But for the nation's biggest defense contractors? It's not a problem right now.

"We will continue to conduct business with a constancy of purpose, a steadfast commitment to our employees and a continuing focus on serving our customers," Lockheed Martin's Jennifer Allen said in a statement to CNBC. "Unless we receive guidance from our customers, our facilities will remain open, and our employees will continue to receive their pay and benefits."

Shutdown impact on defense

Randy Belote at Northrop Grumman said the company is "working to identify programs and operations that could be affected by a government shutdown, assess implications for employees and suppliers and understand what we need to do to continue meeting our commitments and minimizing disruption."

The defense industry has already been operating under cuts mandated through sequestration, a situation that has not seemingly had much effect on share prices. All the major players have outperformed the market this year, and most saw stock values hit all-time highs in September.

Even as the Pentagon curtails spending, these companies have been able to maintain profit margins, largely due to cost-cutting.

That has often meant cutting jobs. UBS estimates that overall revenue for the big defense players is down 5 percent from its peak, but job positions are down 17 percent: "We have been surprised by the magnitude of headcount reductions relative to the drop in revenues."

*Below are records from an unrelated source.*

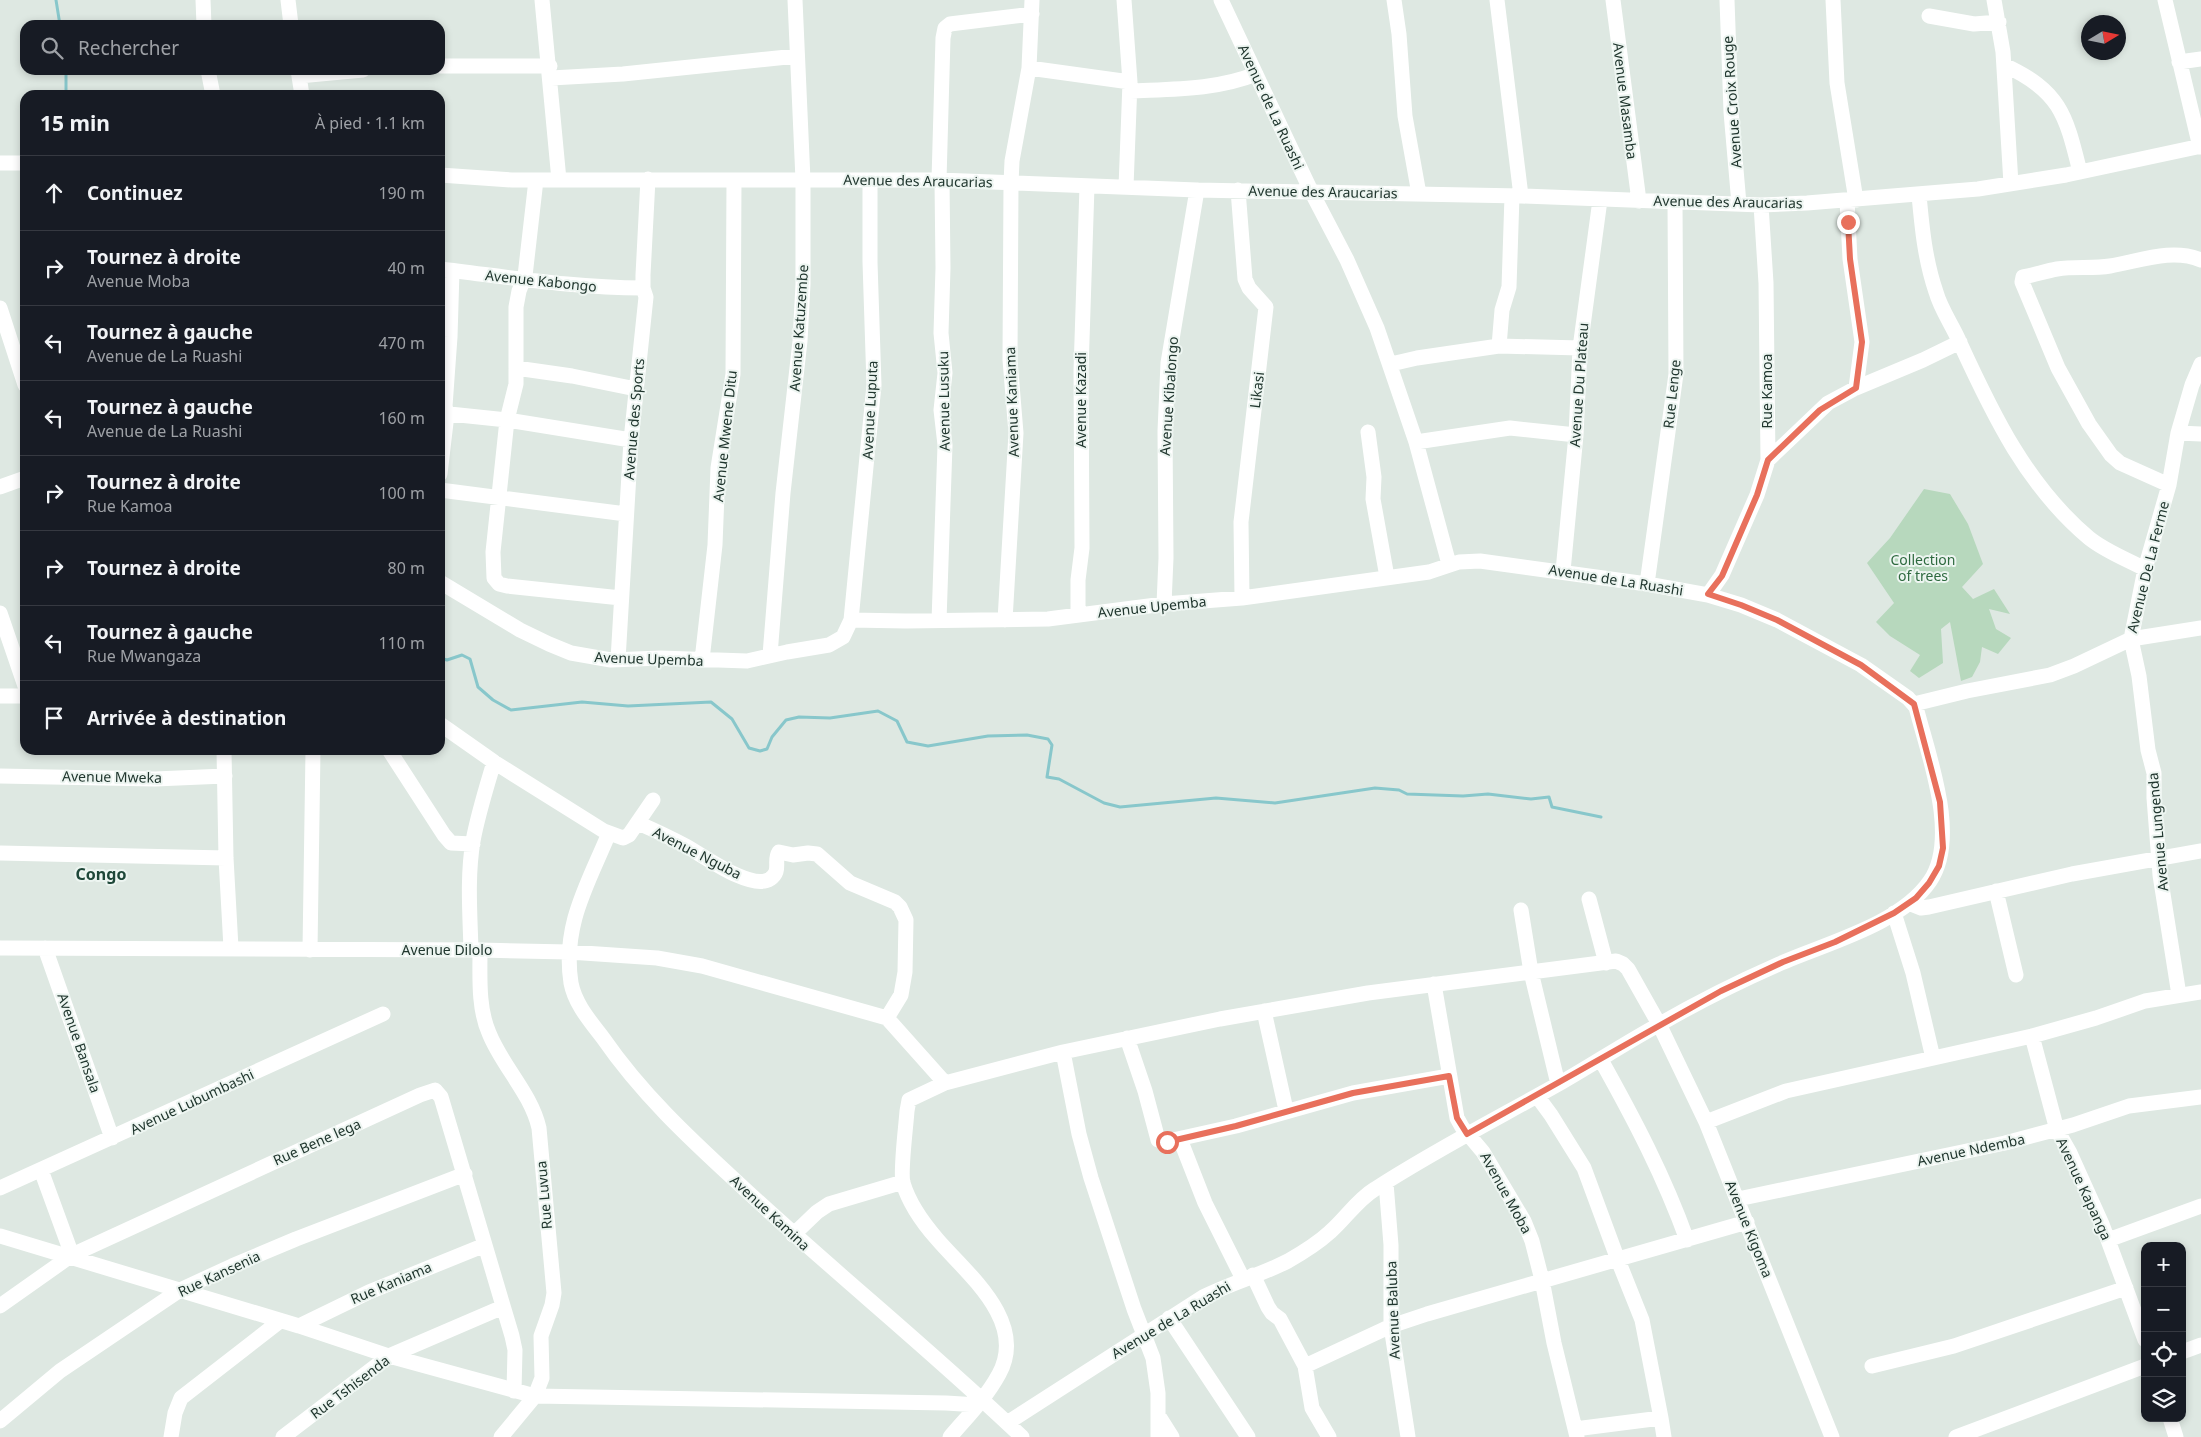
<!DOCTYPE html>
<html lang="fr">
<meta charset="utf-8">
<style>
:root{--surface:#171b24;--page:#20242c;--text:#f1f3f6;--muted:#9ea1a6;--line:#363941}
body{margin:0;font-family:"Noto Sans",sans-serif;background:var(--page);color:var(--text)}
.controls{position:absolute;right:15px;bottom:15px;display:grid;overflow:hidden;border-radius:10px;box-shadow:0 2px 8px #0003}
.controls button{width:45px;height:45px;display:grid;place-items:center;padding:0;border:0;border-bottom:1px solid var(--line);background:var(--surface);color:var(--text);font:25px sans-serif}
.compass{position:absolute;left:2081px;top:15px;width:45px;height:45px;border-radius:50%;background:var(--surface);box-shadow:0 2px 8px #0003;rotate:80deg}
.stop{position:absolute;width:15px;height:15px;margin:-11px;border:4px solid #e8705c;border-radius:50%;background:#fff}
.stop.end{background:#e8705c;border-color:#fff;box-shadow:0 1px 5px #0008}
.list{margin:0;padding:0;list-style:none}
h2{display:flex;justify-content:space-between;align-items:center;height:65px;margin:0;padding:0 20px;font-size:21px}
h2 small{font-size:16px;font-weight:400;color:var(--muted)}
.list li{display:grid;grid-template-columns:32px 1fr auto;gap:15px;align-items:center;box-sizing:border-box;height:75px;padding:0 20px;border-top:1px solid var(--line)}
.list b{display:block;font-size:19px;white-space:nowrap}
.list p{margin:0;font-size:16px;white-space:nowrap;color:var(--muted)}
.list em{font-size:16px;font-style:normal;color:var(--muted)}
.icon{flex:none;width:28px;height:28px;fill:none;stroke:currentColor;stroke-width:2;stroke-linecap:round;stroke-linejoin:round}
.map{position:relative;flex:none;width:2201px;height:1437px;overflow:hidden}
.search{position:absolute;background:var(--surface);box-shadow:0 2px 8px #0003;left:20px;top:20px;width:425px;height:55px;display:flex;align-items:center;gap:12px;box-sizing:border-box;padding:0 18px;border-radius:15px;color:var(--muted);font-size:19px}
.panel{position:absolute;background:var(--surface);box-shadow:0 2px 8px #0003;left:20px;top:90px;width:425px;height:665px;border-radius:15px}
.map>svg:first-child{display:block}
</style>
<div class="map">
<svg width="2201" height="1437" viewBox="0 0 2201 1437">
<rect width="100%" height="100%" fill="#dee8e2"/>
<path fill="#b7d8bd" d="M 1924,489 L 1950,494 L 1968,524 L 1983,564 L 1962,587 L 1973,599 L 1994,589 L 2010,614 L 1989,609 L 1996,629 L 2011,638 L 1998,654 L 1982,647 L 1980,662 L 1972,677 L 1961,681 L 1950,622 L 1941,629 L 1943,663 L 1919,678 L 1910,671 L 1920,655 L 1890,636 L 1876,622 L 1894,603 L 1867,563 L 1890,538 Z"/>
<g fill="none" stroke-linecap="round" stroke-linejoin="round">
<path stroke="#88c7cb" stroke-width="3" d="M 56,0 L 60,25
M 66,95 L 66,70
M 25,210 L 23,213 L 25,227
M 440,658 L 447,660 L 462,655 L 470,659 L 478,687 L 493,700 L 511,710 L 582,702 L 628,706 L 711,702 L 732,719 L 749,748 L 760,751 L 767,749 L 772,737 L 786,720 L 799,717 L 830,718 L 878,711 L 897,721 L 907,742 L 928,746 L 988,736 L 1027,735 L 1048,739 L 1052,745 L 1047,777 L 1059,779 L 1104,803 L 1120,807 L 1216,798 L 1275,803 L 1375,788 L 1399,790 L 1407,794 L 1463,796 L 1488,794 L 1531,799 L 1549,797 L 1552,807 L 1601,817"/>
<path stroke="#fff" stroke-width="15" d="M 203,0 L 204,25
M 288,0 L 291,25
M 542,0 L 559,180
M 1124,0 L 1130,82 L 1126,187
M 1221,0 L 1311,191 L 1347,260 L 1377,328 L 1416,442 L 1449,564
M 1394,0 L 1399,34 L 1405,116 L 1419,194
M 1497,0 L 1521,196
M 1613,0 L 1639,201
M 1727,0 L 1731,112 L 1739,204
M 1833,0 L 1837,83 L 1856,200
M 1994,0 L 2003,52 L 2011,184
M 2165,0 L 2200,147
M 1929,16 L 1974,24 L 1999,22
M 2179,62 L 2201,59
M 2004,65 C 2061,91 2066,116 2080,172
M 440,66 L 550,66
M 1029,68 L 1130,82
M 208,70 L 213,95
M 298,70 L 302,95
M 299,76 L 363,70
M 551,78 L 623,74 L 797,56
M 1130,91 C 1172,89 1216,90 1256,74
M 0,163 L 25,163
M 440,175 L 512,180 L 939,180 L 1197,190 L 1521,196 L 1761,205 L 1807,203 L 1978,189 L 2066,175 L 2201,146
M 536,180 L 525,276 L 519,291 L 516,307 L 516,384 L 507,420 L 493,552 L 494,578 L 499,584 L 507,586 L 621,598
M 939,180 L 943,38 L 945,28 L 950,24 L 958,23 L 1032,14
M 1238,190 L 1245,279 L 1249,288 L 1266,307 L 1241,522 L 1242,598
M 1919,195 C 1922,228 1925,260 1936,292 C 1941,310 1953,326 1960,343 C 1993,415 2027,486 2089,538 C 2105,551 2126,559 2145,569
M 1847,200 L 1850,259 L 1862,342 L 1856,388
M 440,269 C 508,277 575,288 643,288
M 0,308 L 25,385
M 1499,346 L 1502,310 L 1509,287 L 1512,196
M 1391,364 L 1417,358 L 1499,346 L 1580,348
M 516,368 L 572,376 L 636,389
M 440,413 L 507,420 L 631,440
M 1368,432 L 1374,477 L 1373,499 L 1387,577
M 2178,433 L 2201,434
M 1416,442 L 1510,428 L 1576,435
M 1768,460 L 1828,403 L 1856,388 L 1923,360 L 1960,342
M 440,474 L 447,414 L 445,406 L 450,337 L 452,271
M 2169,485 L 2120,463 L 2111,455 L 2089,424 L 2058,368 L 2022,282 L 2023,277 C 2034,275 2046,271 2057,269 C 2074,266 2093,269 2110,266 C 2140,261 2172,248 2201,260
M 0,487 L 25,478
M 440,490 L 626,514
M 1563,571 L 1576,435 L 1580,348 L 1600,200
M 440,582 L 520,630 L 549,644 L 571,653 L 611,660 L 660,658 L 747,661 L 787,652 L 829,645 L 843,637 L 851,620 L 874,385 L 870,262 L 870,180
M 1647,584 L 1676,374 L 1675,202
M 1708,595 L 1722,575 L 1757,495 L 1768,460 L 1766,283 L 1761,205
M 1164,604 L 1166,558 L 1165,431 L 1168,363 L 1197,190
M 0,613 L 25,686
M 1078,615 L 1078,580 L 1082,548 L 1081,371 L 1087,186
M 851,620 L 906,621 L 1048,619 L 1164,604 L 1242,598 L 1429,572 L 1459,562 L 1480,561 L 1647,584 L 1708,595 L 1741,605 L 1777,620 L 1861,665 L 1908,698 L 1916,707 C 1928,755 1960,837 1930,881 C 1900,925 1826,943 1779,964 C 1738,982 1698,1002 1660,1024 C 1627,1042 1595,1063 1562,1082 C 1500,1117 1435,1150 1375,1189 C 1357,1200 1346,1218 1330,1232 C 1318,1243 1302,1253 1288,1261 C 1261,1275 1231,1283 1203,1297 L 1007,1423
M 1005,620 L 1016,433 L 1010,360 L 1011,183 L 1012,161 L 1029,68 L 1032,0
M 939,621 L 945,445 L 941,410 L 945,373 L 941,333 L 943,268 L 942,181
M 770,655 L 783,493 L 800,341 L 803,284 L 803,180 L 795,0
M 618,660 L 631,440 L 646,297 L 643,288 L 643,275 L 648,179
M 702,660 L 715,545 L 718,468 L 733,374 L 734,180
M 0,696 L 25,696
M 1914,704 L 1967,691 L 2050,675 L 2074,666 L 2131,639 L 2145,569 L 2169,485 L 2178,433 L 2192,385 L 2201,364
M 440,724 L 494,762 L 604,831 L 623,838 L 629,835 L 653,800
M 224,750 L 226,858 L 231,948
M 389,750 L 444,835 L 451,843 L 473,844
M 0,776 L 155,779 L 225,776
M 638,823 C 654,830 671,838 686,846 C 704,856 751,891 770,879 C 782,871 773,861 779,852 L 793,855 L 808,853 L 817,854 L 850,883 L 895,902 L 900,907 L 906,920 L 905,972 L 901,995 L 887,1018
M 609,833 C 588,884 562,925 571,983 C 575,1004 590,1021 603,1038 C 641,1093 688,1137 737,1182 C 830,1269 930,1349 1022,1437
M 0,853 L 226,858
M 1996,891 L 2016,975
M 1589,899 L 1606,963
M 1911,904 L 1921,908 L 1929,907 L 2072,874 L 2201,851
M 1521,910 L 1531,972 L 1558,1084
M 1894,913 L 1913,973 L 1933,1058
M 0,948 L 480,950 L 569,952 L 657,958 L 702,966 L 887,1018
M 45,948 L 112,1138
M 310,950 L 313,750
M 471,950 C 470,914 467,877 473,841 C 478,814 486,789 494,762
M 480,950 C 480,977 478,1008 489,1033 C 502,1066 531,1093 539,1128 L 554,1293 L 552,1305 L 541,1336 L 542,1378 L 535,1396 L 501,1437
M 1434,984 L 1457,1118 L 1462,1127 L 1483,1152 L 1524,1221 L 1532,1241 L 1542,1280 L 1554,1343 L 1577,1437
M 2179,995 L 2160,875 L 2154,798 L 2154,773 L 2148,750 L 2139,676 L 2131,639 L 2201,628
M 1264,1011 L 1286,1110
M 887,1018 L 945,1083
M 2032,1036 L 2057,1130 L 2070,1153 L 2102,1224 L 2145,1340
M 1127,1038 L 1145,1091 L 1157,1136 L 1158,1140 L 1164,1142 L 1236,1126 L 1353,1093 L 1449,1076
M 1063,1052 L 1079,1134 L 1091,1178 L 1134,1309 L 1153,1358 L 1158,1393 L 1158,1437
M 1601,1060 C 1634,1119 1664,1176 1687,1240
M 1537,1096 L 1551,1115 L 1584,1168 L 1618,1260 L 1642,1320 L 1661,1418
M 1706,1122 L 1786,1091 L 2032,1036 L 2096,1018 L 2145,1001 L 2201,992
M 1180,1139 L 1205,1203 L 1243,1279
M 41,1170 L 72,1255
M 1386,1183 L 1391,1245 L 1391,1326 L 1408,1437
M 0,1188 L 383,1014
M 1738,1199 L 2005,1143 L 2073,1125 L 2129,1106 L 2201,1097
M 793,1235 L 817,1212 L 829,1204 L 903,1182
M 0,1236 L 299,1326 L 389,1356 L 535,1396 L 946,1403 L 978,1405
M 2108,1240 L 2201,1206
M 1253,1275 L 1268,1307 L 1272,1313 L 1280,1319 L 1305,1366 L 1312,1408 L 1329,1437
M 0,1306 L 72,1255 L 420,1095 L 435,1090 L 441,1097 L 512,1336 L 515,1350 L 514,1391
M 1169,1318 L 1248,1437
M 299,1326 L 369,1292 L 485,1245
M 2182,1352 L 2201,1345
M 1305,1366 L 1391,1326 L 1427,1314 L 1747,1222
M 1872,1366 L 1954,1346 L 2126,1288
M 1160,1418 L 1172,1437
M 2170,1418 L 2176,1437
M 0,1421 L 60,1371 L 180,1290 L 232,1266 L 296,1239 L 465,1174
M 1575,1429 L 1661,1418 L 1664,1437
M 171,1437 L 175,1413 L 181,1398 L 280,1321
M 283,1437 L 389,1356 L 503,1307
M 950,1437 C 967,1417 986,1398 999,1374 C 1028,1321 966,1273 937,1239 C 923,1223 909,1203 903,1183 C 900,1172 906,1126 907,1111 L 909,1100 L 945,1083 L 1063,1052 L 1220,1019 L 1368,993 L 1616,961 L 1623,964 L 1628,969 L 1659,1024 L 1706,1122 L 1832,1437
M 1956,1437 L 2145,1366"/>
</g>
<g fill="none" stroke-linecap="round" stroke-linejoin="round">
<path stroke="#e8705c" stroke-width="6" d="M 1167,1142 L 1236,1126 L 1353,1093 L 1449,1076 L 1457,1118 L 1467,1134 L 1721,991 L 1783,962 L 1835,942 L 1894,913 L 1916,898 L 1929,883 L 1939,866 L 1943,848 L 1940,802 L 1914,704 L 1861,665 L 1777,620 L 1741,605 L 1708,594 L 1722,576 L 1757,495 L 1768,460 L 1820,410 L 1856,388 L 1862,342 L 1850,259 L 1848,222"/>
</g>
<g text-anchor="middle" stroke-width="4" stroke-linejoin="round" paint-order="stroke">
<g font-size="14" fill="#20362e" stroke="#edf5f1">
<text transform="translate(1625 101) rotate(83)" y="5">Avenue Masamba</text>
<text transform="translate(1732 102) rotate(-94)" y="5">Avenue Croix Rouge</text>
<text transform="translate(1271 107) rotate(65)" y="5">Avenue de La Ruashi</text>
<text transform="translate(918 181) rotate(1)" y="5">Avenue des Araucarias</text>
<text transform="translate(1323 192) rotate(1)" y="5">Avenue des Araucarias</text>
<text transform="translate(1728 202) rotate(1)" y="5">Avenue des Araucarias</text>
<text transform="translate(541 281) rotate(6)" y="5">Avenue Kabongo</text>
<text transform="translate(799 328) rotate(-86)" y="5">Avenue Katuzembe</text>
<text transform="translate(1579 385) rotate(-86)" y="5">Avenue Du Plateau</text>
<text transform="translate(1257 390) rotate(-83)" y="5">Likasi</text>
<text transform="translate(1767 391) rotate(-90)" y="5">Rue Kamoa</text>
<text transform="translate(1672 394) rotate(-84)" y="5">Rue Lenge</text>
<text transform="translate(1169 396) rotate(-86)" y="5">Avenue Kibalongo</text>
<text transform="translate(1081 400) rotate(-90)" y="5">Avenue Kazadi</text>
<text transform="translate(944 401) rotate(-91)" y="5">Avenue Lusuku</text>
<text transform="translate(1012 402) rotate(-92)" y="5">Avenue Kaniama</text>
<text transform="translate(870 410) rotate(-87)" y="5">Avenue Luputa</text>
<text transform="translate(634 419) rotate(-85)" y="5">Avenue des Sports</text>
<text transform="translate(725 436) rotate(-84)" y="5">Avenue Mwene Ditu</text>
<text transform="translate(2148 567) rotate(-76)" y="5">Avenue De La Ferme</text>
<text transform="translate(1616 580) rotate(9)" y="5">Avenue de La Ruashi</text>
<text transform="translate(1152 607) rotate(-6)" y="5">Avenue Upemba</text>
<text transform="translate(649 659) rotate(2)" y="5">Avenue Upemba</text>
<text transform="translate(112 777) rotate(1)" y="5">Avenue Mweka</text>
<text transform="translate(2158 832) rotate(-95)" y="5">Avenue Lungenda</text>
<text transform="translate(697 853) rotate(27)" y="5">Avenue Nguba</text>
<text x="447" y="955">Avenue Dilolo</text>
<text transform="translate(79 1043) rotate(71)" y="5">Avenue Bansala</text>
<text transform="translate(192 1102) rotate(-25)" y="5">Avenue Lubumbashi</text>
<text transform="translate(317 1142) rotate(-24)" y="5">Rue Bene lega</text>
<text transform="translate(1971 1150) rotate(-12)" y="5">Avenue Ndemba</text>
<text transform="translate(2084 1189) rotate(65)" y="5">Avenue Kapanga</text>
<text transform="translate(1506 1193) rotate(61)" y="5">Avenue Moba</text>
<text transform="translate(544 1195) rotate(-95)" y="5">Rue Luvua</text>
<text transform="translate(770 1213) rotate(43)" y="5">Avenue Kamina</text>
<text transform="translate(1749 1229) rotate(68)" y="5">Avenue Kigoma</text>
<text transform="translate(219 1274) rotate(-25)" y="5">Rue Kansenia</text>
<text transform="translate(391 1283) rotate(-23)" y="5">Rue Kaniama</text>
<text transform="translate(1393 1310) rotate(-92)" y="5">Avenue Baluba</text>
<text transform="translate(1171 1320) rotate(-31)" y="5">Avenue de La Ruashi</text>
<text transform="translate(350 1387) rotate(-37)" y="5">Rue Tshisenda</text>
</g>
<g font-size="14" fill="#2e6a3f" stroke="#edf5f1">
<text x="1923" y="565">Collection<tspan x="1923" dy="16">of trees</tspan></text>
</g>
<g font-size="16" font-weight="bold" fill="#1e4739" stroke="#edf5f1">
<text x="101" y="880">Congo</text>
</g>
</g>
</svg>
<div class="controls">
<button>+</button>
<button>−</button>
<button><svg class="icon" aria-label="locate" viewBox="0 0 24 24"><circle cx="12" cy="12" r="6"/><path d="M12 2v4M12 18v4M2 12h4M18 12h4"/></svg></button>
<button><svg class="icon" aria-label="layers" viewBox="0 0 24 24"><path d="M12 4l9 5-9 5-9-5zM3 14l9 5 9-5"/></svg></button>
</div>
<svg class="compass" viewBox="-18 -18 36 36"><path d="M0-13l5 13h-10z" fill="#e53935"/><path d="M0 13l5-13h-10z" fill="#9ea1a6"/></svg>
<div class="stop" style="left:1167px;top:1142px"></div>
<div class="stop end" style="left:1848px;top:222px"></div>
<div class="search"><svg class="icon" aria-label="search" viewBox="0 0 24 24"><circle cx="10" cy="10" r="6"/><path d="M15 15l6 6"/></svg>Rechercher</div>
<section class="panel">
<h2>15 min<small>À pied · 1.1 km</small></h2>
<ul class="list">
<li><svg class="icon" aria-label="ahead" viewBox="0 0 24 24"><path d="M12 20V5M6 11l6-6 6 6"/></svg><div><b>Continuez</b></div><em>190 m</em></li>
<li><svg class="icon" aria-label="right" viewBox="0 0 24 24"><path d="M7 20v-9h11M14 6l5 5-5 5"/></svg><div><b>Tournez à droite</b><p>Avenue Moba</p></div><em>40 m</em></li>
<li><svg class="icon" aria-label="left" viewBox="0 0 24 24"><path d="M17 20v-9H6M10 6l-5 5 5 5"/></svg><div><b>Tournez à gauche</b><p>Avenue de La Ruashi</p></div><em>470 m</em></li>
<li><svg class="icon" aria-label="left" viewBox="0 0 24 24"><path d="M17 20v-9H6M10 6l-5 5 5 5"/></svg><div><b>Tournez à gauche</b><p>Avenue de La Ruashi</p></div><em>160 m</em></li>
<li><svg class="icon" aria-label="right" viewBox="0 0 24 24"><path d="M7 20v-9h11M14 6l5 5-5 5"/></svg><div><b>Tournez à droite</b><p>Rue Kamoa</p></div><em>100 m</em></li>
<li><svg class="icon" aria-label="right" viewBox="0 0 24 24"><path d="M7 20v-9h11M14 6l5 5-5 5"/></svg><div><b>Tournez à droite</b></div><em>80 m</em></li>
<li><svg class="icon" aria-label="left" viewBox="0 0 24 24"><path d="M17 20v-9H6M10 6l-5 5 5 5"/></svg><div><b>Tournez à gauche</b><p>Rue Mwangaza</p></div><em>110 m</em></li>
<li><svg class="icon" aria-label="arrive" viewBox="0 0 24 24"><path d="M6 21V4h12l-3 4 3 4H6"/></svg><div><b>Arrivée à destination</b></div></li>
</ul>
</section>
</div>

UBS said Lockheed Martin has cut 19 percent of its staff, "well ahead of their revenue declines," while companies like General Dynamics, Northrop Grumman, and Raytheon "have reduced headcount more in line with revenue declines." .

Are defense stocks vulnerable?

The threat of a government shutdown did not stop the Pentagon from continuing to award billions of dollars in contracts. Friday, Lockheed Martin won two multibillion dollar contracts for missile defense and to build more F-35 jets. Northrop Grumman was awarded 10 contracts topping $10 billion. Monday, hours before the shutdown, the Pentagon awarded United Technologies' Pratt & Whitney $2.5 billion for spare parts.

"It appears that large cap defense prime contractors can not only continue to survive, but also thrive in this environment," said a KeyBanc report.

Thrive how? By continuing to cut costs, bring more sourcing in-house, and support existing programs. "Sequestration is here to stay ... through perhaps 2016," KeyBanc said.

While a shutdown will end bidding for new programs, and while sequestration means the future will remain challenging, KeyBanc believes it unlikely that the sector will suffer the pain of the past.

"Industry consolidation will be a non-event compared to the 'Last Supper' of the 1990s," the firm said, making reference to a meeting in 1993 when the Defense Department told contractors bluntly that they should start consolidating.